Start of RECORDS TO USE
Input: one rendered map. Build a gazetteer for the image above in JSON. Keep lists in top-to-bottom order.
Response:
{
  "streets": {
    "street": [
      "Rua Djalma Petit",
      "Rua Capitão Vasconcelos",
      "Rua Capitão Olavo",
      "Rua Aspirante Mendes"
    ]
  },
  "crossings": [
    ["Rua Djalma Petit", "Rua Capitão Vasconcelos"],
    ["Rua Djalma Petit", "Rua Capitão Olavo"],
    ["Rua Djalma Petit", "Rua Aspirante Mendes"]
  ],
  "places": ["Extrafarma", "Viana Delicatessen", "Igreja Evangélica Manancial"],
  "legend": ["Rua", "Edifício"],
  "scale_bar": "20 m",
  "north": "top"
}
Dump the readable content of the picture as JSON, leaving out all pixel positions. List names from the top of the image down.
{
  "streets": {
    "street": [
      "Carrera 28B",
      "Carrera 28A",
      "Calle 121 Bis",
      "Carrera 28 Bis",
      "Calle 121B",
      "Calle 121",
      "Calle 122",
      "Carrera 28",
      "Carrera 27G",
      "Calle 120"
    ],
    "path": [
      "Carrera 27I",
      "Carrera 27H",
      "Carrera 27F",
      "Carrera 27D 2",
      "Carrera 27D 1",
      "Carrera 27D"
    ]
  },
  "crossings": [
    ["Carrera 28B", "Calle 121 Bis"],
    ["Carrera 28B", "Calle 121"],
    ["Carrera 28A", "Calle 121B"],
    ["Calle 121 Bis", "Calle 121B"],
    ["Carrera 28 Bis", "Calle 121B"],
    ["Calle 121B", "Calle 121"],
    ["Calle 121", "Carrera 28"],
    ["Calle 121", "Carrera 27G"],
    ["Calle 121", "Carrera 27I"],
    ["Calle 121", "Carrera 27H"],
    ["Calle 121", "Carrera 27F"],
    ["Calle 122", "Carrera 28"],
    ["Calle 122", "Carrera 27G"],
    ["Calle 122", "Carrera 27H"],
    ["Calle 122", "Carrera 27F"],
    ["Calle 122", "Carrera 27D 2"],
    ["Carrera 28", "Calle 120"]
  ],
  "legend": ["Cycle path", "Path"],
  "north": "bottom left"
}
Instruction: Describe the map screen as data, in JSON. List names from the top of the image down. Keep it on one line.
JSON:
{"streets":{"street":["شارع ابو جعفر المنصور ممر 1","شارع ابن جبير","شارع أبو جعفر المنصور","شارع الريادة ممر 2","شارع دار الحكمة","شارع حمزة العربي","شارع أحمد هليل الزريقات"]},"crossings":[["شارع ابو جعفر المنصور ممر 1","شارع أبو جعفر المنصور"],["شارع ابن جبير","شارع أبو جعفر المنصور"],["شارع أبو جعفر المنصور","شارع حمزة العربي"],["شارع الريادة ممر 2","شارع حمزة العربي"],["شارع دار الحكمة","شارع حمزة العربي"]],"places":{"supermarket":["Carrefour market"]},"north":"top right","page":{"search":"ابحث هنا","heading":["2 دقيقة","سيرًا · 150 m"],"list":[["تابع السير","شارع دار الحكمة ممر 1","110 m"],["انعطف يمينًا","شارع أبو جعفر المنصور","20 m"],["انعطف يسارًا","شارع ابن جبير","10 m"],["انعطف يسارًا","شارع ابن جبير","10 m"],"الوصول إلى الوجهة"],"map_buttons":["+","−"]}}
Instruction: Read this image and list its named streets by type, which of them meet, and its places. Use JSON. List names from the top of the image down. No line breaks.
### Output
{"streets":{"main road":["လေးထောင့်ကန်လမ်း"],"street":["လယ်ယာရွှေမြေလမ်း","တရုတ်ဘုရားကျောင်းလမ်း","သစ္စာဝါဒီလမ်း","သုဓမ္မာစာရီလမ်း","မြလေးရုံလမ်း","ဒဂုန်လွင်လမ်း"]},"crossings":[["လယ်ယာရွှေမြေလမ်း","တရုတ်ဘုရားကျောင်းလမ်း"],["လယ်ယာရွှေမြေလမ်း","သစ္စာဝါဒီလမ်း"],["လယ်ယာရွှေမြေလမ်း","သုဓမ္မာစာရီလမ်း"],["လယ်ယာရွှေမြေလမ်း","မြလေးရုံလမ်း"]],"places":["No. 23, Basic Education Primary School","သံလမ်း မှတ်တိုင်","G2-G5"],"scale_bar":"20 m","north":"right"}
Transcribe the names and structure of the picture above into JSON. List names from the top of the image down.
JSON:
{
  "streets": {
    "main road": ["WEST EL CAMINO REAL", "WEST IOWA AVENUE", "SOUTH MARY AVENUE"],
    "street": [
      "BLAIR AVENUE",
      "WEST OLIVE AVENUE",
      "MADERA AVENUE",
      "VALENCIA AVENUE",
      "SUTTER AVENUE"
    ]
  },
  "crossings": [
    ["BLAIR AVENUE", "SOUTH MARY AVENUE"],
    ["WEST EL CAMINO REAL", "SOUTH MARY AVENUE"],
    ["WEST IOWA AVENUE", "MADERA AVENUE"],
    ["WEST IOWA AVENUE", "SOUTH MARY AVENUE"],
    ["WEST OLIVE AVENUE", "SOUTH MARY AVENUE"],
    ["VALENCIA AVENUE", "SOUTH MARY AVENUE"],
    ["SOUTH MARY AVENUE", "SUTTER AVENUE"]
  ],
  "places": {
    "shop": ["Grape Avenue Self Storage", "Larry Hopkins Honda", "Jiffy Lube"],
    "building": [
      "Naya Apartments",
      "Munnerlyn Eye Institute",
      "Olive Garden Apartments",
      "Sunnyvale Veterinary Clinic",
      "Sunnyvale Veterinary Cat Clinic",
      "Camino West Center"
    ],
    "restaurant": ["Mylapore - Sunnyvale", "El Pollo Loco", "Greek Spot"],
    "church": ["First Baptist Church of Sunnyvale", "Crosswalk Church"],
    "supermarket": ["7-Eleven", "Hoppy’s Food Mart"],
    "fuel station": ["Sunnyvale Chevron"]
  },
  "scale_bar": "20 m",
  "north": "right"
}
End of RECORDS TO USE
YOUR TASK
Those lines above that contain the string "Keep" should be returned.

TASK RESULT
Input: one rendered map. Build a gazetteer for the image above in JSON. Keep lists in top-to-bottom order.
Instruction: Describe the map screen as data, in JSON. List names from the top of the image down. Keep it on one line.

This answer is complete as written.